(Records from a data collection)
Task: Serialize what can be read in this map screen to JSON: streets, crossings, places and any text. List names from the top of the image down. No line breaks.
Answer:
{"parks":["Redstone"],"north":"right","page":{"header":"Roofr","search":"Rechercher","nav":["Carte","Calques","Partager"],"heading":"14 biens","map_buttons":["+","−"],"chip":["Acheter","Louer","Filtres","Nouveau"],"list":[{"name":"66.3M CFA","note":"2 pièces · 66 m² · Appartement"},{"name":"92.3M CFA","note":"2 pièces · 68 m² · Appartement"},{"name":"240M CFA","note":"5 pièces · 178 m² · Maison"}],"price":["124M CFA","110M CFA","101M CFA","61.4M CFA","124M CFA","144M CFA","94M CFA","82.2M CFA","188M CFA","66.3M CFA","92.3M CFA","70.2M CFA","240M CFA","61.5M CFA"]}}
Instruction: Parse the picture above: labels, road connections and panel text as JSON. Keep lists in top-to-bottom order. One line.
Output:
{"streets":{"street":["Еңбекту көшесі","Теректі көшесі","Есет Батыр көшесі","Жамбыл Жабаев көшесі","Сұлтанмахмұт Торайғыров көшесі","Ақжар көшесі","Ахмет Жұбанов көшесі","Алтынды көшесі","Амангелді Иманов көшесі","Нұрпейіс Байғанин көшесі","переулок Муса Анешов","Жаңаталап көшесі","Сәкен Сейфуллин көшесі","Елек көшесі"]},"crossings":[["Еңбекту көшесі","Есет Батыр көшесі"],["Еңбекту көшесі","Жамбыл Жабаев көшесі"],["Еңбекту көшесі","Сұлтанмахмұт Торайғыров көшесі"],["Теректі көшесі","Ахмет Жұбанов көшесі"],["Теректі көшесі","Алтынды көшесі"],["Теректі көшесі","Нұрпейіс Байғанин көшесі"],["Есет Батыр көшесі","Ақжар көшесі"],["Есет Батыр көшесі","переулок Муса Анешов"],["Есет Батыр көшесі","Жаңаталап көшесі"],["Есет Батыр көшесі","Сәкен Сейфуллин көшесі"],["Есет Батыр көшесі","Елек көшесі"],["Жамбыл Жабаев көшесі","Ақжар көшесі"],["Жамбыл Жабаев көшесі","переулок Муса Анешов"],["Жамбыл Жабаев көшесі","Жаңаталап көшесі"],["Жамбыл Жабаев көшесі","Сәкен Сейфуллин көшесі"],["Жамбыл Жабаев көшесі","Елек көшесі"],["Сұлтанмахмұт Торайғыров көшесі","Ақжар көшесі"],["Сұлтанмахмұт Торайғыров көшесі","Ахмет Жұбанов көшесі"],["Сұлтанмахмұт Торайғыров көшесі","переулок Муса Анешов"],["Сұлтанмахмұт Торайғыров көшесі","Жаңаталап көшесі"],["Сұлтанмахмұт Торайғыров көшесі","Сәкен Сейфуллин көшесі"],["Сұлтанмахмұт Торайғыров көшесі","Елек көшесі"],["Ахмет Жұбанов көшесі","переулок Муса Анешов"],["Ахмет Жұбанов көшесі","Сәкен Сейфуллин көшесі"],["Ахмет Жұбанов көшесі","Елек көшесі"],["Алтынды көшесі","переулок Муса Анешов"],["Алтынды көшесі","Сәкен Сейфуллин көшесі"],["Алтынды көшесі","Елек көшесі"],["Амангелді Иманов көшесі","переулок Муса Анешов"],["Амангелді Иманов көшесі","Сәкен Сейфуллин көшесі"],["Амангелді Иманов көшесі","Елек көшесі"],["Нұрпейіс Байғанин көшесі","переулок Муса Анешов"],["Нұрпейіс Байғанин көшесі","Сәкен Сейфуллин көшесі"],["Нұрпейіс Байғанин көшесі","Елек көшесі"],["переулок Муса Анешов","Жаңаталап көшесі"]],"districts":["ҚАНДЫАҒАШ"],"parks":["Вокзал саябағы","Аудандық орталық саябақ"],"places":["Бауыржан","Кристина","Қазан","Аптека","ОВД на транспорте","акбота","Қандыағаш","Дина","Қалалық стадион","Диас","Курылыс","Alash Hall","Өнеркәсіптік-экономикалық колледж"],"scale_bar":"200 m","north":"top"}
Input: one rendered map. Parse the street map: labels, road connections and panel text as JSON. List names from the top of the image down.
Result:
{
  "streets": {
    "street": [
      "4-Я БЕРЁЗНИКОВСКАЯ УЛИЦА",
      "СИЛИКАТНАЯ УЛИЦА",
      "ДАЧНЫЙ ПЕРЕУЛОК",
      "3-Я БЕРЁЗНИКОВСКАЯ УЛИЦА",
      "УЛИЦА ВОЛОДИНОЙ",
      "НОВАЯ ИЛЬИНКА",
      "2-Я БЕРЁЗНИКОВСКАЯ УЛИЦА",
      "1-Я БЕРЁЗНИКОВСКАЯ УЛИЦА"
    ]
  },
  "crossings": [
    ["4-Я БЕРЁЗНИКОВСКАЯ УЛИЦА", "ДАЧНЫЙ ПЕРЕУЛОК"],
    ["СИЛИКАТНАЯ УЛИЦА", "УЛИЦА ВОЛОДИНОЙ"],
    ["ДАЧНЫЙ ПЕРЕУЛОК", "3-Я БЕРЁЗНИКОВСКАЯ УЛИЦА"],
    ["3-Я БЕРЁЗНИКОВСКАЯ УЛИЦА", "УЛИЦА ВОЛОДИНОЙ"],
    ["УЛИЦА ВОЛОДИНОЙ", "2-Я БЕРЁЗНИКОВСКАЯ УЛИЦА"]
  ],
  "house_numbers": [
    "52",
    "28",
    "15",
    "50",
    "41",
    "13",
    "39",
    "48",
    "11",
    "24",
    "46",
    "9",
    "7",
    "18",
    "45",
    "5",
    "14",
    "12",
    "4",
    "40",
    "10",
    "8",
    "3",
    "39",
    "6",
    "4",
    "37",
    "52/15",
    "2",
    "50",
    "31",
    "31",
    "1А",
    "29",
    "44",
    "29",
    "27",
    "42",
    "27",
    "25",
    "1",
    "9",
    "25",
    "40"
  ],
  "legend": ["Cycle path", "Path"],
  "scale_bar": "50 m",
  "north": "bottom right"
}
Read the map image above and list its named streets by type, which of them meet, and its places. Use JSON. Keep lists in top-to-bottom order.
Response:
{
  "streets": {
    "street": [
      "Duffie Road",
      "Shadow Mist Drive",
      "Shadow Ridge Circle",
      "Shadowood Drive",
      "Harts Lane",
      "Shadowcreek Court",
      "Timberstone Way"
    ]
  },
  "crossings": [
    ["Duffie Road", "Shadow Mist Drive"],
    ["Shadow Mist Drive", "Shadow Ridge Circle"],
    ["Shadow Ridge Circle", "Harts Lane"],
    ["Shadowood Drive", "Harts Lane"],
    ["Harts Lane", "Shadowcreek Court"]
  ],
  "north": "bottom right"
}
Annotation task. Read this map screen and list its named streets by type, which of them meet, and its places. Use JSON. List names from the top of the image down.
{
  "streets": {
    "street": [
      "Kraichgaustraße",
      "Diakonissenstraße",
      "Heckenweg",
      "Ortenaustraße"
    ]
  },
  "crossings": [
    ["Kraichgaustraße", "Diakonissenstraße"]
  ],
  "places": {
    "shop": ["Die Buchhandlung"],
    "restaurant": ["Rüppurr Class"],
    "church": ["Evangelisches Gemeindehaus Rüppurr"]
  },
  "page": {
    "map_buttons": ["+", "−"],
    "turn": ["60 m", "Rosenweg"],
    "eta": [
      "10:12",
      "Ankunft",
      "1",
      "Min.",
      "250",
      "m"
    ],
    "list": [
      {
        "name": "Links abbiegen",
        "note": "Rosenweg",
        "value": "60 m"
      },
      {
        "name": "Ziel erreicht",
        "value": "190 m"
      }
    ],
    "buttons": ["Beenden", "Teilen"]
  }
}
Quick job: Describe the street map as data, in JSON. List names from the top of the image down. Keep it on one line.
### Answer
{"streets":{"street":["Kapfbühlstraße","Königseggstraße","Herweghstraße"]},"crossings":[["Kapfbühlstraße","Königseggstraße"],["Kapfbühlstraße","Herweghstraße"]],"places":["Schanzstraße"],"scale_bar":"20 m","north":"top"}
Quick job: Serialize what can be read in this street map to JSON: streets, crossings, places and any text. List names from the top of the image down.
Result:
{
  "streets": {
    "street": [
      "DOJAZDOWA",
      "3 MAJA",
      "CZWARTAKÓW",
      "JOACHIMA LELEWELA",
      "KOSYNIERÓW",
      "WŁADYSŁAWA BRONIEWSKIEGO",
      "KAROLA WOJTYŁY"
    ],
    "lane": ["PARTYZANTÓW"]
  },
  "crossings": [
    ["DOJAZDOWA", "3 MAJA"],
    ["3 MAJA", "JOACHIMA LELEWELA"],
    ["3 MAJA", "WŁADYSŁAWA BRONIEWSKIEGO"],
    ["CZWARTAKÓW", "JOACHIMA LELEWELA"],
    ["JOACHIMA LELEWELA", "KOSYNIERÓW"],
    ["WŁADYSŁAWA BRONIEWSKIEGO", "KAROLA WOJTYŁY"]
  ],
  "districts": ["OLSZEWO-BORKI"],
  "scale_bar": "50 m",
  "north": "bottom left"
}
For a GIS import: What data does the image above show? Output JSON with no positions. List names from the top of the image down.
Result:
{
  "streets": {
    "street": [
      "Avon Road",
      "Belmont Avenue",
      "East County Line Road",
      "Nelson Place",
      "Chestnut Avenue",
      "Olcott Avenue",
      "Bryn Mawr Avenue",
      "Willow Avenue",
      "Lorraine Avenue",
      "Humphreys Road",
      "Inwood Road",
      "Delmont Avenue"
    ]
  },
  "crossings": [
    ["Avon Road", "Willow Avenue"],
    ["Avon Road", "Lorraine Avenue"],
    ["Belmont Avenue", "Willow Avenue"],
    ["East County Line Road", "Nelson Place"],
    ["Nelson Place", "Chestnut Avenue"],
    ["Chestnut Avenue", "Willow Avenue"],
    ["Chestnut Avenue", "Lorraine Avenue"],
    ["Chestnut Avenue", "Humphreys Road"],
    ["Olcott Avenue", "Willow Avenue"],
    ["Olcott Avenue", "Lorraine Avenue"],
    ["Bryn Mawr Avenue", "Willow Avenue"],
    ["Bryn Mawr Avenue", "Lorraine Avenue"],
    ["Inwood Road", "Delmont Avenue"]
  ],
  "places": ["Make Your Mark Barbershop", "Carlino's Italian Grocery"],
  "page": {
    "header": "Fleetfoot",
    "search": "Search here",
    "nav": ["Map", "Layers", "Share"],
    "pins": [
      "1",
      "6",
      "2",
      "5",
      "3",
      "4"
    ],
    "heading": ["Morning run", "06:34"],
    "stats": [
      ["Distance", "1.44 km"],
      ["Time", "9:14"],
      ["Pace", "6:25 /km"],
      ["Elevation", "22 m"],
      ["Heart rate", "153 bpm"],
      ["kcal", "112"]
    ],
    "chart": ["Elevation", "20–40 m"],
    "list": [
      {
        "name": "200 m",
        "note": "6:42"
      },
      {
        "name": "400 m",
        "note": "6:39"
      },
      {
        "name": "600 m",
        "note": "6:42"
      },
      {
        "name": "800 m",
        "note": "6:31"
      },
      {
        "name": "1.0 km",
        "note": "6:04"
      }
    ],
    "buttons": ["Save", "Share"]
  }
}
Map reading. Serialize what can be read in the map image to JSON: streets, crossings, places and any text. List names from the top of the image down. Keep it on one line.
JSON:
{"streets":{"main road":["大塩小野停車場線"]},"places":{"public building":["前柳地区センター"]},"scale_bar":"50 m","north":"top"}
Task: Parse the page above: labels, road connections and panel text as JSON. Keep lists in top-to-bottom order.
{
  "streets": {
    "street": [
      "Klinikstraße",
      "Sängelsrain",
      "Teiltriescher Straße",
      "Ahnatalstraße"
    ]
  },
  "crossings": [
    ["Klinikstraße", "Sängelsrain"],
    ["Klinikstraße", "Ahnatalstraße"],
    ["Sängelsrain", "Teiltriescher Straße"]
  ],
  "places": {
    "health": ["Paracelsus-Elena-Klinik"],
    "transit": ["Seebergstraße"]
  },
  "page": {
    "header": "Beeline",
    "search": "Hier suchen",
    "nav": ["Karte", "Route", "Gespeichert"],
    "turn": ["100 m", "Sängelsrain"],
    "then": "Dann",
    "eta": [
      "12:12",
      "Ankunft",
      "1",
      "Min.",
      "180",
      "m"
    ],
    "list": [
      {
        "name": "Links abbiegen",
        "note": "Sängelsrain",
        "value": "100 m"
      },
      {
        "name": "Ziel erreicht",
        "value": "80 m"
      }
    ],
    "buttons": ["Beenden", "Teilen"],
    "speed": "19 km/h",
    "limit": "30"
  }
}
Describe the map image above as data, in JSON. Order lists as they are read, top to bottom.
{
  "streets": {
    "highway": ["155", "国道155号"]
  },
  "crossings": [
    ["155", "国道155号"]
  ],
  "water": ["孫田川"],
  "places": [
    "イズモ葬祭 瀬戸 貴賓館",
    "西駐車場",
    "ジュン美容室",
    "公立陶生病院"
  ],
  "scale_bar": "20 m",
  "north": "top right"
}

- [WHAT IS EXPECTED]:
Restate exactly each line of the data from the one bearing "Map reading. Serialize" to the end, and add nothing.

- [EXERCISE RESPONSE]:
Map reading. Serialize what can be read in the map image to JSON: streets, crossings, places and any text. List names from the top of the image down. Keep it on one line.
JSON:
{"streets":{"main road":["大塩小野停車場線"]},"places":{"public building":["前柳地区センター"]},"scale_bar":"50 m","north":"top"}
Task: Parse the page above: labels, road connections and panel text as JSON. Keep lists in top-to-bottom order.
{
  "streets": {
    "street": [
      "Klinikstraße",
      "Sängelsrain",
      "Teiltriescher Straße",
      "Ahnatalstraße"
    ]
  },
  "crossings": [
    ["Klinikstraße", "Sängelsrain"],
    ["Klinikstraße", "Ahnatalstraße"],
    ["Sängelsrain", "Teiltriescher Straße"]
  ],
  "places": {
    "health": ["Paracelsus-Elena-Klinik"],
    "transit": ["Seebergstraße"]
  },
  "page": {
    "header": "Beeline",
    "search": "Hier suchen",
    "nav": ["Karte", "Route", "Gespeichert"],
    "turn": ["100 m", "Sängelsrain"],
    "then": "Dann",
    "eta": [
      "12:12",
      "Ankunft",
      "1",
      "Min.",
      "180",
      "m"
    ],
    "list": [
      {
        "name": "Links abbiegen",
        "note": "Sängelsrain",
        "value": "100 m"
      },
      {
        "name": "Ziel erreicht",
        "value": "80 m"
      }
    ],
    "buttons": ["Beenden", "Teilen"],
    "speed": "19 km/h",
    "limit": "30"
  }
}
Describe the map image above as data, in JSON. Order lists as they are read, top to bottom.
{
  "streets": {
    "highway": ["155", "国道155号"]
  },
  "crossings": [
    ["155", "国道155号"]
  ],
  "water": ["孫田川"],
  "places": [
    "イズモ葬祭 瀬戸 貴賓館",
    "西駐車場",
    "ジュン美容室",
    "公立陶生病院"
  ],
  "scale_bar": "20 m",
  "north": "top right"
}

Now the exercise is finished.